ENTRIES SUPPLIED.

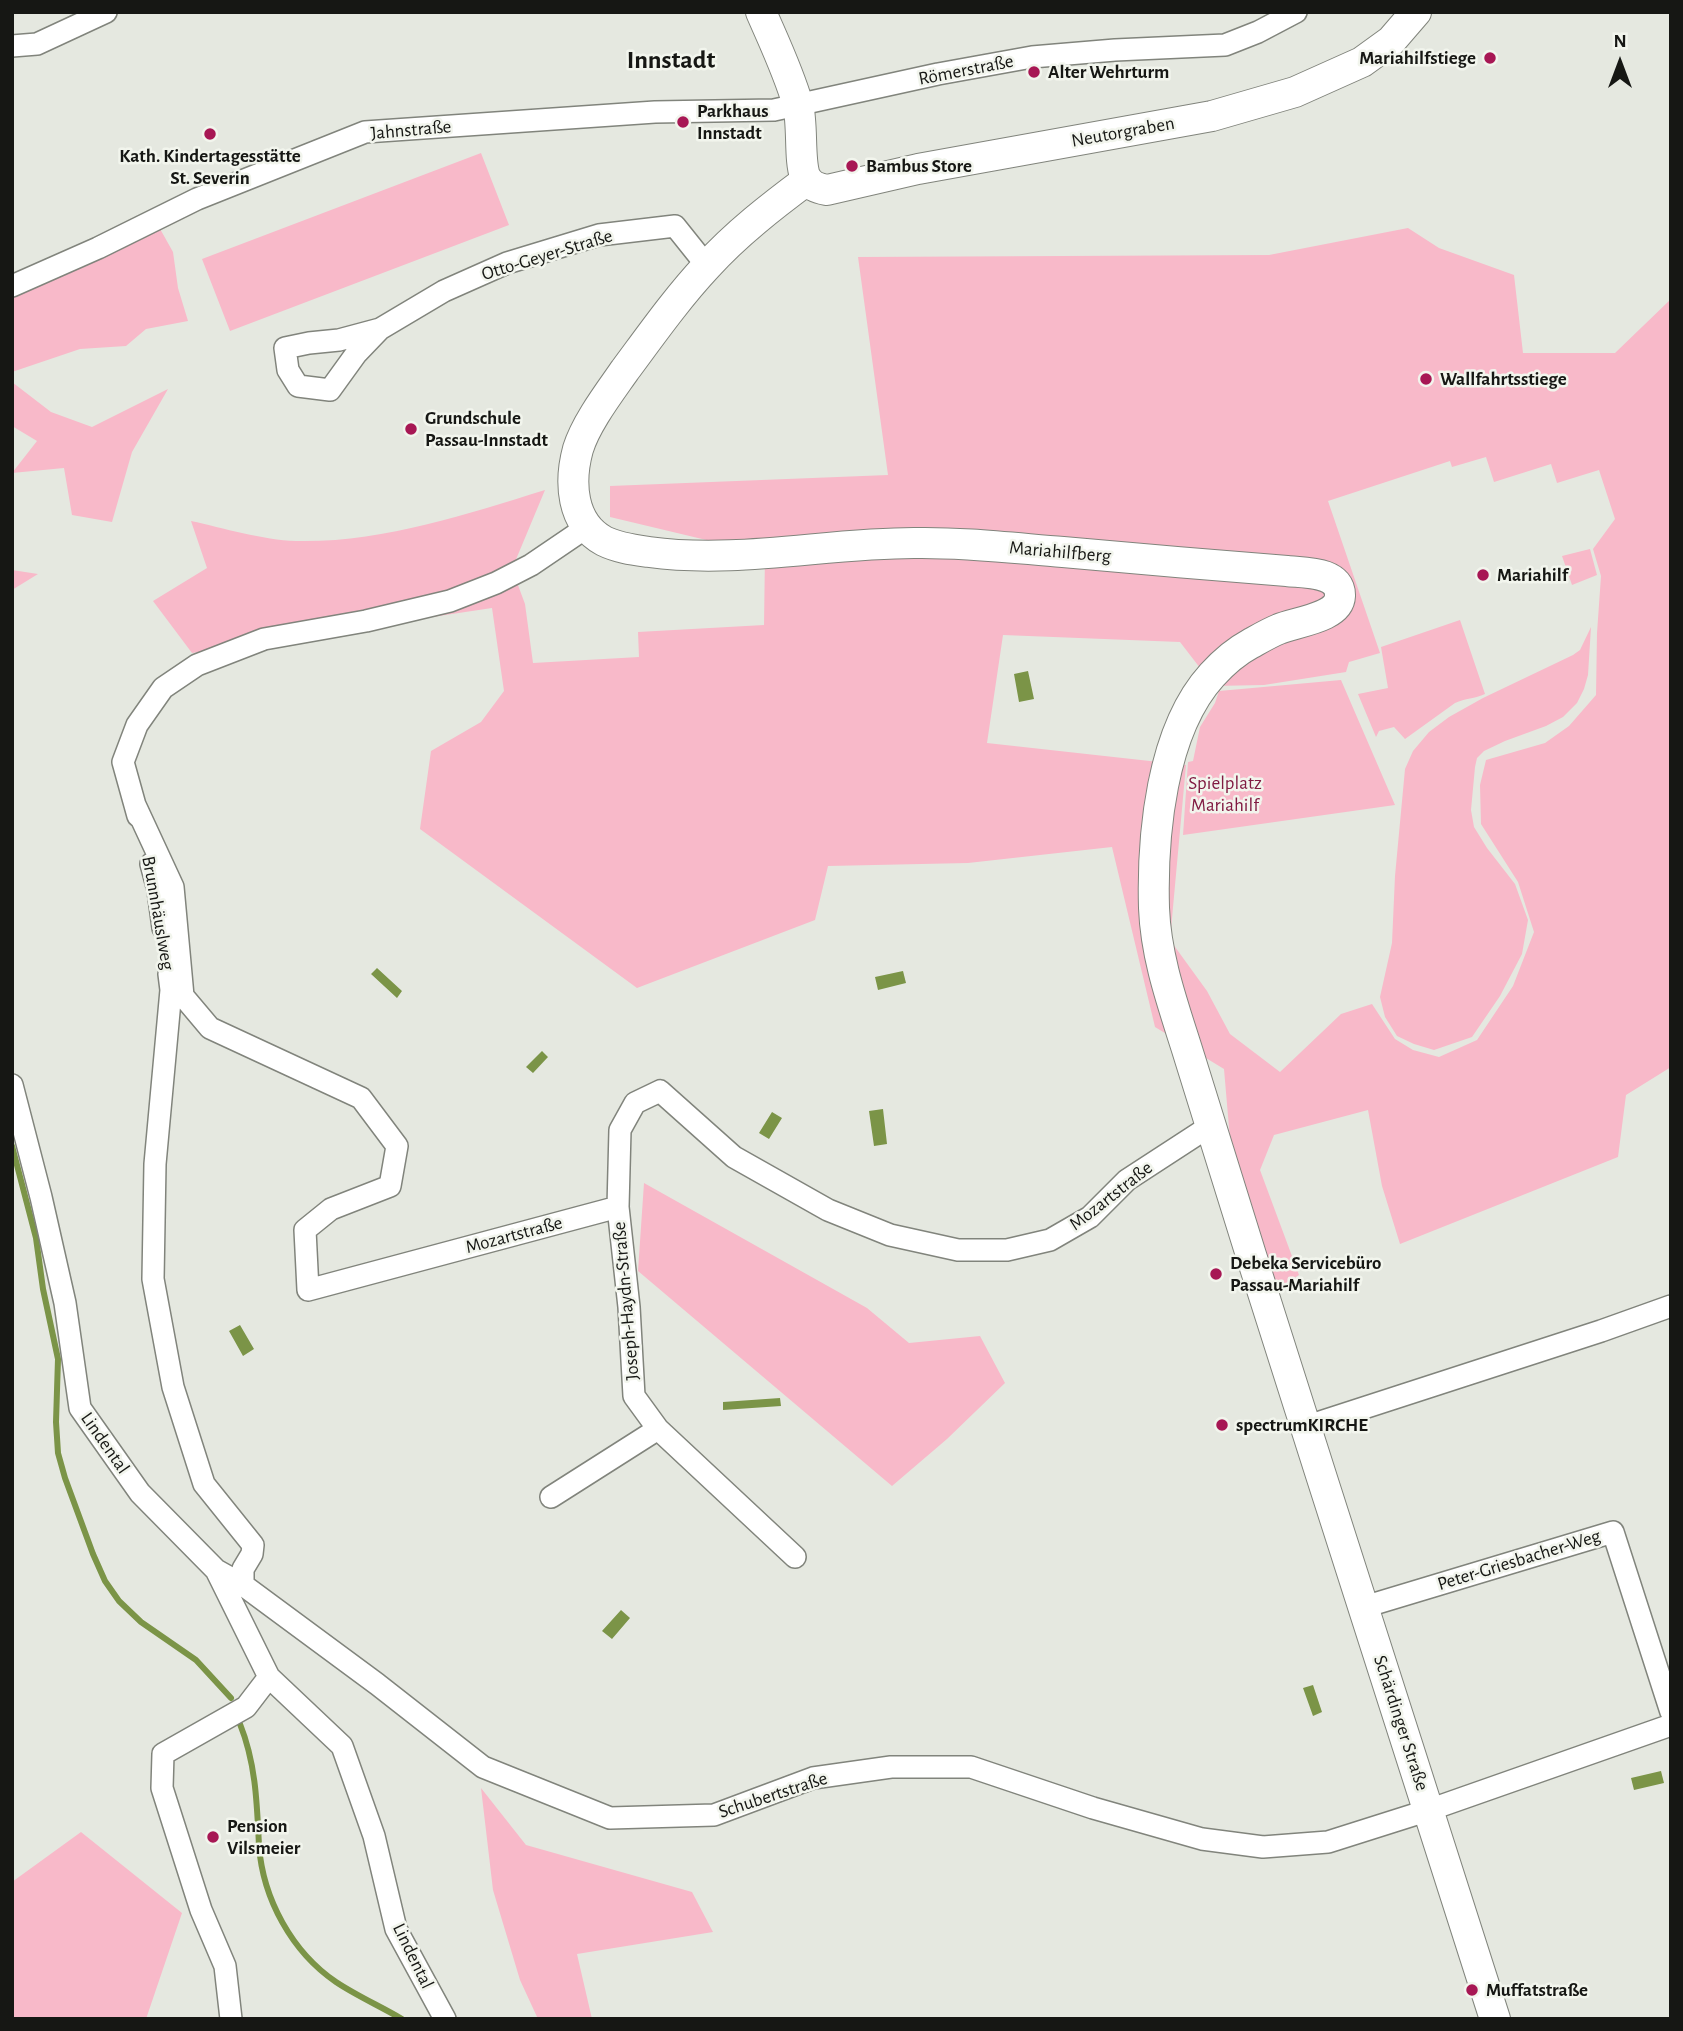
<!DOCTYPE html>
<meta charset="utf-8">
<style>
body{margin:0}
#map{position:relative;width:1683px;height:2031px;overflow:hidden;background:#e5e8e0;font-family:"Alegreya Sans",sans-serif}
canvas{display:block}
.frame{position:absolute;inset:0;border:14px solid #161714;pointer-events:none}
.north{position:absolute;left:1585px;top:28px;width:70px;height:70px;-webkit-text-stroke:5px #f2f5ed;paint-order:stroke;rotate:0deg;font-size:19px;font-weight:700;line-height:28px;text-align:center;color:#161714}
.north::after{content:'';display:block;margin:auto;width:24px;height:32px;background:#161714;clip-path:polygon(50% 0,100% 100%,50% 72%,0 100%)}
</style>
<div id="map">
<canvas width="1683" height="2031"></canvas>
<div class="frame"></div>
<div class="north">N</div>
</div>
<script>
const context = document.querySelector('canvas').getContext('2d');
context.lineJoin = 'round';
function paint(path, color) {
  context.fillStyle = color;
  context.fill(path, 'evenodd');
}
function trace(path, color, width, dash) {
  context.strokeStyle = color;
  context.lineWidth = width;
  context.lineCap = dash ? 'butt' : 'round';
  context.setLineDash(dash || []);
  context.stroke(path);
}
function label(font, color, halo, rows, align = 'center') {
  context.font = font + ' "Alegreya Sans",sans-serif';
  context.lineWidth = 5;
  context.setLineDash([]);
  context.textBaseline = 'middle';
  context.strokeStyle = halo;
  context.fillStyle = color;
  for (const [text, x, y, turn = 0] of rows) {
    context.save();
    context.translate(x, y);
    context.rotate((+turn || 0) * Math.PI / 180);
    context.textAlign = isNaN(turn) ? turn : align;
    if (halo) context.strokeText(text, 0, 0);
    context.fillText(text, 0, 0);
    context.restore();
  }
}
paint(new Path2D(`
 M481,153L509,225L230,331L202,259Z
 M159,227L173,252L178,288L188,321L146,329L126,346L80,349L12,372V298Z
 M1408,228L1439,248L1514,275L1523,353H1615L1671,299V1067L1626,1095L1618,1157L1400,1244L1382,1186L1368,1110L1274,1135L1260,1170L1299,1275L1274,1291L1230,1139L1224,1069L1155,1027L1112,847L968,863L828,866L815,920L637,988L420,829L431,751L481,722L504,691L492,608L192,653L153,601L207,568L191,521C223,528 263,540 296,541C381,543 464,515 545,490L512,569L525,604L533,663L639,657L638,632L764,625L765,554L610,517V486L888,475L858,257L1269,255ZM1486,457L1494,482L1551,464L1557,483L1599,470L1615,519L1593,549L1601,576L1597,633L1596,695L1569,726L1545,743L1486,760L1480,785L1481,824L1518,882L1534,932L1513,986L1477,1040L1439,1057L1413,1050L1395,1039L1372,1004L1341,1014L1280,1072L1230,1034L1207,991L1170,940L1186,765L987,743L1003,635L1180,642L1214,686L1264,685L1346,672L1349,662L1380,653L1328,501L1450,461L1452,467Z
 M12,382L51,412L92,427L168,389L132,452L112,522L72,515L64,468L12,473L37,441L12,426Z
 M1590,549L1597,575L1572,585L1562,556Z
 M12,570L38,574L12,590Z
 M1460,620L1485,694C1475,699 1465,698 1455,703L1405,739L1394,727L1379,731L1376,737L1358,694L1388,688L1381,647Z
 M1591,627L1588,675L1584,689L1577,703L1563,717L1546,726L1505,741L1484,751L1477,758L1475,767L1471,810L1474,827L1487,848L1515,884L1528,920L1522,954L1500,996L1472,1037L1434,1050L1414,1044L1397,1036L1385,1017L1380,997L1392,943L1395,876L1405,769L1413,751L1429,732L1449,717L1483,698L1573,655L1580,650Z
 M1341,680L1395,805L1183,835L1188,762L1193,761L1200,727L1215,703L1219,691Z
 M644,1183L867,1308L909,1343L980,1336L1005,1383L947,1439L892,1486L638,1271Z
 M481,1788L526,1845L692,1892L713,1932L577,1954L592,2019H538L520,1980L493,1890Z
 M81,1832L182,1913L146,2019H12V1882Z`), '#f8b9c9');
paint(new Path2D(`
 M1028,671L1034,699L1019,702L1014,674Z
 M377,968L402,991L397,998L371,974Z
 M903,971L906,983L878,990L875,977Z
 M542,1051L548,1057L533,1073L526,1067Z
 M883,1109L887,1144L874,1146L869,1111Z
 M772,1112L782,1118L769,1139L759,1133Z
 M240,1325L254,1349L243,1356L229,1331Z
 M780,1398L781,1406L723,1410V1402Z
 M621,1610L630,1618L612,1639L602,1631Z
 M1313,1685L1322,1712L1313,1716L1303,1688Z
 M1661,1771L1664,1783L1634,1790L1631,1778Z`), '#7b9447');
trace(new Path2D(`
 M12,1146L36,1238L43,1289L58,1359L56,1422L58,1453L65,1478L93,1554L105,1581L119,1601L141,1622L196,1660L231,1698
 M240,1724C256,1764 257,1804 259,1846C263,1899 292,1952 336,1982C357,1996 380,2006 402,2019`), '#7b9447', 6);
const street = new Path2D(`
 M12,46L37,44L106,12
 M12,286L98,248L197,199L365,132L655,112L774,110L938,74L1032,57L1115,50L1225,45L1258,32L1296,12
 M380,329L356,354L330,390L298,386L288,370L285,348L309,343L339,340L380,329L444,291L507,263L599,235L675,226L707,266
 M135,805L173,887L183,996L210,1028L361,1098L397,1146L390,1186L331,1209L305,1230L308,1290L618,1207L620,1130L635,1103L660,1091L734,1157L828,1210L890,1235L958,1250H1007L1050,1240L1090,1217L1127,1180L1210,1126
 M138,816L123,762L137,725L163,688L197,665L264,639L366,621L450,601L496,583L531,565L587,527
 M151,864L158,890L163,928
 M169,974L171,990L155,1164L153,1279L173,1387L204,1484L253,1545L252,1554L243,1569V1585
 M12,1085L41,1197L65,1303L80,1408L140,1493L216,1570L269,1677L342,1746L374,1836L396,1929L445,2019
 M1305,1427L1601,1331L1671,1306
 M658,1429L795,1557
 M551,1497L658,1429L634,1396L629,1307L618,1207
 M216,1570L243,1585L377,1684L483,1767L610,1818L714,1815L813,1778L891,1767H971L1093,1808L1202,1839L1263,1847L1328,1842L1429,1810L1671,1725
 M1364,1607L1613,1532L1671,1712
 M231,2019L225,1966L201,1910L162,1788L163,1754L246,1707L269,1677`);
const secondary = new Path2D(`
 M761,12C774,42 789,73 798,105C803,125 799,160 805,176C810,186 817,188 827,190L918,169L1212,116L1295,92L1362,62L1391,41L1416,12
 M807,180C772,206 736,234 707,266C677,298 651,335 625,370C609,393 586,423 578,449C569,482 571,523 604,541C618,548 635,550 649,552C737,564 826,543 914,543C963,542 1013,548 1063,552C1138,559 1212,565 1287,571C1304,573 1341,571 1340,596C1339,618 1295,622 1279,629C1269,633 1259,639 1250,644C1237,651 1222,664 1212,675C1161,731 1152,836 1154,908C1156,961 1175,1010 1190,1059C1210,1124 1230,1189 1251,1255C1331,1510 1415,1763 1495,2019`);
trace(street, '#81847c', 24);
trace(secondary, '#81847c', 32);
trace(street, '#fff', 21);
trace(secondary, '#fff', 30);
for (const [x, y, r, color] of [
 [1490,58,7,"#a71754"],
 [1034,72,7,"#a71754"],
 [683,122,7,"#a71754"],
 [210,134,7,"#a71754"],
 [852,166,7,"#a71754"],
 [1426,379,7,"#a71754"],
 [411,429,7,"#a71754"],
 [1483,575,7,"#a71754"],
 [1216,1274,7,"#a71754"],
 [1222,1425,7,"#a71754"],
 [213,1837,7,"#a71754"],
 [1472,1990,7,"#a71754"]
]) {
  const dot = new Path2D();
  dot.arc(x, y, r, 0, 2 * Math.PI);
  context.fillStyle = color;
  context.fill(dot);
  trace(dot, '#f2f5ed', 2.5);
}
label('bold 19px', '#161714', '#f2f5ed', [
 ["Mariahilfstiege",1476,58,"right"],
 ["Alter Wehrturm",1048,72],
 ["Parkhaus",697,111],
 ["Innstadt",697,133],
 ["Kath. Kindertagesstätte",210,156,"center"],
 ["St. Severin",210,178,"center"],
 ["Bambus Store",866,166],
 ["Wallfahrtsstiege",1440,379],
 ["Grundschule",425,418],
 ["Passau-Innstadt",425,440],
 ["Mariahilf",1497,575],
 ["Debeka Servicebüro",1230,1263],
 ["Passau-Mariahilf",1230,1285],
 ["spectrumKIRCHE",1236,1425],
 ["Pension",227,1826],
 ["Vilsmeier",227,1848],
 ["Muffatstraße",1486,1990]
], 'left');
label('19px', '#161714', '#f2f5ed', [
 ["Römerstraße",966,70,-11],
 ["Jahnstraße",411,130,-5],
 ["Neutorgraben",1123,132,-10],
 ["Otto-Geyer-Straße",547,255,-17],
 ["Mariahilfberg",1060,552,5],
 ["Brunnhäuslweg",158,913,80],
 ["Mozartstraße",1111,1196,-38],
 ["Mozartstraße",514,1235,-15],
 ["Joseph-Haydn-Straße",626,1301,-95],
 ["Lindental",105,1443,55],
 ["Peter-Griesbacher-Weg",1519,1560,-17],
 ["Schärdinger Straße",1401,1723,72],
 ["Schubertstraße",773,1795,-18],
 ["Lindental",413,1956,64]
]);
label('19px', '#801b42', '#f2f5ed', [
 ["Spielplatz",1225,783],
 ["Mariahilf",1225,805]
]);
label('bold 26px', '#161714', '#f2f5ed', [
 ["Innstadt",671,60]
]);
</script>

YOUR OBJECTIVE.
Return all lines in the data that include the word "bold".

EXERCISE OUTPUT.
label('bold 19px', '#161714', '#f2f5ed', [
label('bold 26px', '#161714', '#f2f5ed', [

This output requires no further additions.